Le conseguenze ecologiche nefaste  del consumo di suolo e delle risorse naturali, svincolato dal suo legame con la natura, con la terra, con il pianeta, con il clima, non vengono percepite dagli amministratori e, di conseguenza, dagli stessi cittadini.

Assecondare gli interessi legati alla costruzione di  grandi opere, strade, residenze, capannoni, centri commerciali, poli logistici, in un clima di conflitto d’interesse latente, sia nella sfera pubblica, sia nella sfera privata, con tutto il loro indotto economico e occupazionale, crea visibilità elettorale, contiguità e collateralità con mezzi di disinformazione servili e diventa  un formidabile volano elettorale di consenso. Il consumo di suolo è diventato  una “macchina industriale” di consenso elettorale.

Veneto, pianura alluvionata

Il governo nazionale stanzia 1 miliardo per nuove infrastrutture in vista delle Olimpiadi Invernali del 2026 e la Regione Veneto ringrazia per un possibile aiutino alla costruzione della Spv, dopo aver dato la sacrilega disponibilità ad ospitare eventi “panem et circenses” sulle Dolomiti, Patrimonio dell’Umanità.

Un “pensiero unico antropocentrico” e “climalterante” che si fa cultura, costume, non osservanza del limite ecologico, prassi amministrativa e urbanistica senza regole e accomodante, stili di vita consumistici di beni e risorse naturali, ricerca del benessere, delle comodità.

Alla maggioranza dei cittadini veneti non interessano gli 800 ettari (per ora) di campagna veneta perduti per la costruzione della Spv perché sono dentro la bolla anestetizzante della narrazione leghista: sono più interessati e bramosi di poter percorrere a 130 km/h la Montecchio-Spresiano. 

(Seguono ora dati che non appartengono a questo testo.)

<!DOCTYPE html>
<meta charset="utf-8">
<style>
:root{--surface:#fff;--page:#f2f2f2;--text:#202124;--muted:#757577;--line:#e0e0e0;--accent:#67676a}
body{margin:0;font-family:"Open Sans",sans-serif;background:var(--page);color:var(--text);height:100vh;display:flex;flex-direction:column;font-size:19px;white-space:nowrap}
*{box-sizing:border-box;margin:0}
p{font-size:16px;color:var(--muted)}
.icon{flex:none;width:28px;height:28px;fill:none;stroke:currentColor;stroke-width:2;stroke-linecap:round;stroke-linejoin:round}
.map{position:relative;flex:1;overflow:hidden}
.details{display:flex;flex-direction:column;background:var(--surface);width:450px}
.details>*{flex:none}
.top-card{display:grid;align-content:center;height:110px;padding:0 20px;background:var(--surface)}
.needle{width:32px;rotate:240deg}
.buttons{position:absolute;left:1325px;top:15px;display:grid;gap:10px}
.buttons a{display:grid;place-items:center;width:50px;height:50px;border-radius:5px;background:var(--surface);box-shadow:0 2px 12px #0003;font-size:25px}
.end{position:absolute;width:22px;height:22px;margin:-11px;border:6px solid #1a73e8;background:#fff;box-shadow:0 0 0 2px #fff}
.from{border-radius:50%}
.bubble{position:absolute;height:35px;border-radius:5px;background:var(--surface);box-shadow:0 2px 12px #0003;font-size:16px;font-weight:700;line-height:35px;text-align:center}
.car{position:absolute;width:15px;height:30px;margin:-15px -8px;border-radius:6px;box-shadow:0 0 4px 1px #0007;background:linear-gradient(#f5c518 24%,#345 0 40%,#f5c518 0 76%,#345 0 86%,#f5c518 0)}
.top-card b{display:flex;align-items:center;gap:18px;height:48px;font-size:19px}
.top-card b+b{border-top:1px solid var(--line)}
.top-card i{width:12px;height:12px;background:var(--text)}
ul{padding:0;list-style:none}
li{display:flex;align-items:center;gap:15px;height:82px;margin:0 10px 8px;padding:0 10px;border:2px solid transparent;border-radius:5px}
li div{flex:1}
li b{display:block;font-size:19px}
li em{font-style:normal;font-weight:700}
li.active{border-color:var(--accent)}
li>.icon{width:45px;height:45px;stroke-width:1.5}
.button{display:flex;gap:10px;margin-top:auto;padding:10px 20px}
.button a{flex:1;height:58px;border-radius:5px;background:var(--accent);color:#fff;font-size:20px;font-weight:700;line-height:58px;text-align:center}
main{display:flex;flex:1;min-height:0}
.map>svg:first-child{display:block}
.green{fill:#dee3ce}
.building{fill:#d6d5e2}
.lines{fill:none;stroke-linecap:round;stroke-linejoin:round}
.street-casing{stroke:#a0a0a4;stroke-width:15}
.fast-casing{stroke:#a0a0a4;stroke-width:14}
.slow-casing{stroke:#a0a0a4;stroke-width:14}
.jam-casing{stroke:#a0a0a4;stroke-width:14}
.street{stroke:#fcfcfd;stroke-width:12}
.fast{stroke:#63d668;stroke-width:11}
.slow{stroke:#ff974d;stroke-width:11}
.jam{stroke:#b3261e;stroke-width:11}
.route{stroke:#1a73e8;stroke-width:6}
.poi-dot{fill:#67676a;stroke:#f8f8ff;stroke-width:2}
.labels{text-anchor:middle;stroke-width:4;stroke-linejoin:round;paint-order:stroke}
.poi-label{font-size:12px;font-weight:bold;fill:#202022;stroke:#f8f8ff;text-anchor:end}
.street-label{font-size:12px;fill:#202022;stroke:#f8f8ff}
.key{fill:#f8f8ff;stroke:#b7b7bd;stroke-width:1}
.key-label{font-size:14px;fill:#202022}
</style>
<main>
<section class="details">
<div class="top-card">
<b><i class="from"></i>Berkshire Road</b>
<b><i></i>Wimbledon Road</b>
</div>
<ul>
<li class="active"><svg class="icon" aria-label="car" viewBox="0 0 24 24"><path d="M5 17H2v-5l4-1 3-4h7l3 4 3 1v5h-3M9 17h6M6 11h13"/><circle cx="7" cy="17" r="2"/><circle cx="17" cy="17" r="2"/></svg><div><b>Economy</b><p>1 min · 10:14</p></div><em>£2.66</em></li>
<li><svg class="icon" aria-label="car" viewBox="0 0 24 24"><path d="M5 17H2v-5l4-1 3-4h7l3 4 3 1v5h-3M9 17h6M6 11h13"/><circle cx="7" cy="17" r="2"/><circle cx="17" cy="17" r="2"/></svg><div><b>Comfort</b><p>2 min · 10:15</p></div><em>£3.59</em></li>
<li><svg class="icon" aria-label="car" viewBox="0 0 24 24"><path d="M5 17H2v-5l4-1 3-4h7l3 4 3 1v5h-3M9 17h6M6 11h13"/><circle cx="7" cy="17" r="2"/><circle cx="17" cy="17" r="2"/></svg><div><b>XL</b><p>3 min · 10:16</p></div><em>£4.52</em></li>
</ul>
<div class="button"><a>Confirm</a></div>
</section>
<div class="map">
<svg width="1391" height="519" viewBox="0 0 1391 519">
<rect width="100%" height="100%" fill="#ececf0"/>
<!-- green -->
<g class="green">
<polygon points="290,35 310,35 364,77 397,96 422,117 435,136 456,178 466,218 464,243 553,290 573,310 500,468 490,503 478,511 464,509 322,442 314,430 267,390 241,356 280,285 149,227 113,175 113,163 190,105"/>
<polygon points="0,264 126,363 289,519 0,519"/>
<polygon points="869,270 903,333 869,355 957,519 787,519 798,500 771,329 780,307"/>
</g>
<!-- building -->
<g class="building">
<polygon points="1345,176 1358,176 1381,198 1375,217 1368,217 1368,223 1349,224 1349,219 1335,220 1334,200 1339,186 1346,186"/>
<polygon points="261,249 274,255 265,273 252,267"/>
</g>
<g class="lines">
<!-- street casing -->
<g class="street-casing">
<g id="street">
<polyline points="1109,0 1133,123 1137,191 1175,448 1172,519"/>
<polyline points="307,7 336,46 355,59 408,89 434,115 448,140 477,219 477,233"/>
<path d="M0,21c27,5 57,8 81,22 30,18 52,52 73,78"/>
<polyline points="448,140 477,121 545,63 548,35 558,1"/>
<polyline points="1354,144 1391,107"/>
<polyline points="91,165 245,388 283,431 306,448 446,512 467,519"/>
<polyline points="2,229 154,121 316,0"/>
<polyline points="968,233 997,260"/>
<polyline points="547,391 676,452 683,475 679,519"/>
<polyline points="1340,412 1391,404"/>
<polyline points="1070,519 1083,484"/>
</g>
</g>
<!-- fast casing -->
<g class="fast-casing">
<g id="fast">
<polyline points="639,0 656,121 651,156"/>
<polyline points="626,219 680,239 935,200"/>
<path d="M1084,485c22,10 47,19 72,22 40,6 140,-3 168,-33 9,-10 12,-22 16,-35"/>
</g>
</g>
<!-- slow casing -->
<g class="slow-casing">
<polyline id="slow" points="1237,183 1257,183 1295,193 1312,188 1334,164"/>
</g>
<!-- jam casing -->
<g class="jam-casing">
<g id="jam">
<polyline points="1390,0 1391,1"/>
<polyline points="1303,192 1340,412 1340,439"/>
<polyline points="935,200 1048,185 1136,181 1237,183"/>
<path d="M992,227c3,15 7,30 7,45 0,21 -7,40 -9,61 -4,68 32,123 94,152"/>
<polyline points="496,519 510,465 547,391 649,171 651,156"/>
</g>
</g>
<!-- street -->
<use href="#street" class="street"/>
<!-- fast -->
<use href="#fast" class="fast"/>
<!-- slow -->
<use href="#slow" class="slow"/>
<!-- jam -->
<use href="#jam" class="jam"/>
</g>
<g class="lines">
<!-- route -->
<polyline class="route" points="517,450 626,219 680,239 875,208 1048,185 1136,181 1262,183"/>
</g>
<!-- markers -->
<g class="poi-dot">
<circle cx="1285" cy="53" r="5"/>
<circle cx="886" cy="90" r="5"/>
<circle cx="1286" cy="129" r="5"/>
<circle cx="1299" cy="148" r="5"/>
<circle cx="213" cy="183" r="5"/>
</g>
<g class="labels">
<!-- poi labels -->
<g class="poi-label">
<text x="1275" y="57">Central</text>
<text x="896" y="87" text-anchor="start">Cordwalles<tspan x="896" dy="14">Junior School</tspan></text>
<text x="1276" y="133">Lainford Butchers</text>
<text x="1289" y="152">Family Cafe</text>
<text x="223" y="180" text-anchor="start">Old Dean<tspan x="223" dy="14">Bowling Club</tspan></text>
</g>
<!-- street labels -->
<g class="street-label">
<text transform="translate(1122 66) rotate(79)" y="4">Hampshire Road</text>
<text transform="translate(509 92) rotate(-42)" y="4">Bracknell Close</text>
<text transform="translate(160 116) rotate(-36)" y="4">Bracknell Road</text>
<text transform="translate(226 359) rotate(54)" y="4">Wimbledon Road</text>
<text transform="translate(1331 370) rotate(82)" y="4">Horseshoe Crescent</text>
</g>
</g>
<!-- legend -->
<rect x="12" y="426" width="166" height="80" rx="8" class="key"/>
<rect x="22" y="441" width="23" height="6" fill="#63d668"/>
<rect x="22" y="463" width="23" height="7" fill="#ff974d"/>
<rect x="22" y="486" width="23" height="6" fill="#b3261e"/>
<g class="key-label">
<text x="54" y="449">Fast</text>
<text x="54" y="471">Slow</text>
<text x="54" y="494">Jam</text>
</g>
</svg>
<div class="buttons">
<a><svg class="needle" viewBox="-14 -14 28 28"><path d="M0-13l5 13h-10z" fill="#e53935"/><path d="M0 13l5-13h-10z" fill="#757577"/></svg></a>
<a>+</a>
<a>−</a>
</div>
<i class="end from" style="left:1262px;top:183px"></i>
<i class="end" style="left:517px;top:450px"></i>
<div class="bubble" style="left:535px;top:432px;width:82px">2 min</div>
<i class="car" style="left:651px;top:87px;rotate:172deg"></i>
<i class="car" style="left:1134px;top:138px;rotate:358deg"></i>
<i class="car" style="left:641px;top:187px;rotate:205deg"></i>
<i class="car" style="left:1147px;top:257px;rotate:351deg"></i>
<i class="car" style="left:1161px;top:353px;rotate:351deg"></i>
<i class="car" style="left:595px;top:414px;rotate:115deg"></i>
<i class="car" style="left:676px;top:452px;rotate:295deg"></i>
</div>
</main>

Dante Schiavon, socio GrIG Veneto

Alpi venete, lavori per la realizzazione di una pista da sci

(foto A.N.S.A., M.F., archivio GrIG)

  1. settembre 19, 2021 alle 2:01 am

    E dopo aver convertito tutti i campi di granturco e foraggio in vigne, per fare il prosecco avvelenato da tonnellate di pesticidi, adesso lo scacco matto croato del Prosek. Sono tutti agricoltori ancora ignoranti? Nessun laureato in agraria? Non ci vuole una laurea per sapere che nel terreno bisogna fare la rotazione delle colture e soprattutto non usare concimi e fertilizzanti chimici. Ma questi agricoltori non recepiscono e ben gli sta adesso aver perso il primato col vino. Io da quando vivo qui, in mezzo al verde delle vigne, ho oroblemi respiratori sempre peggiori e li odio tutti questi agricoltori idioti.

  2. Porico.
    settembre 19, 2021 alle 8:04 PM

    Bisogna riesumare l’autorità dello Stato. I 20 Stati Regionali hanno portato la dissoluzione della legalità.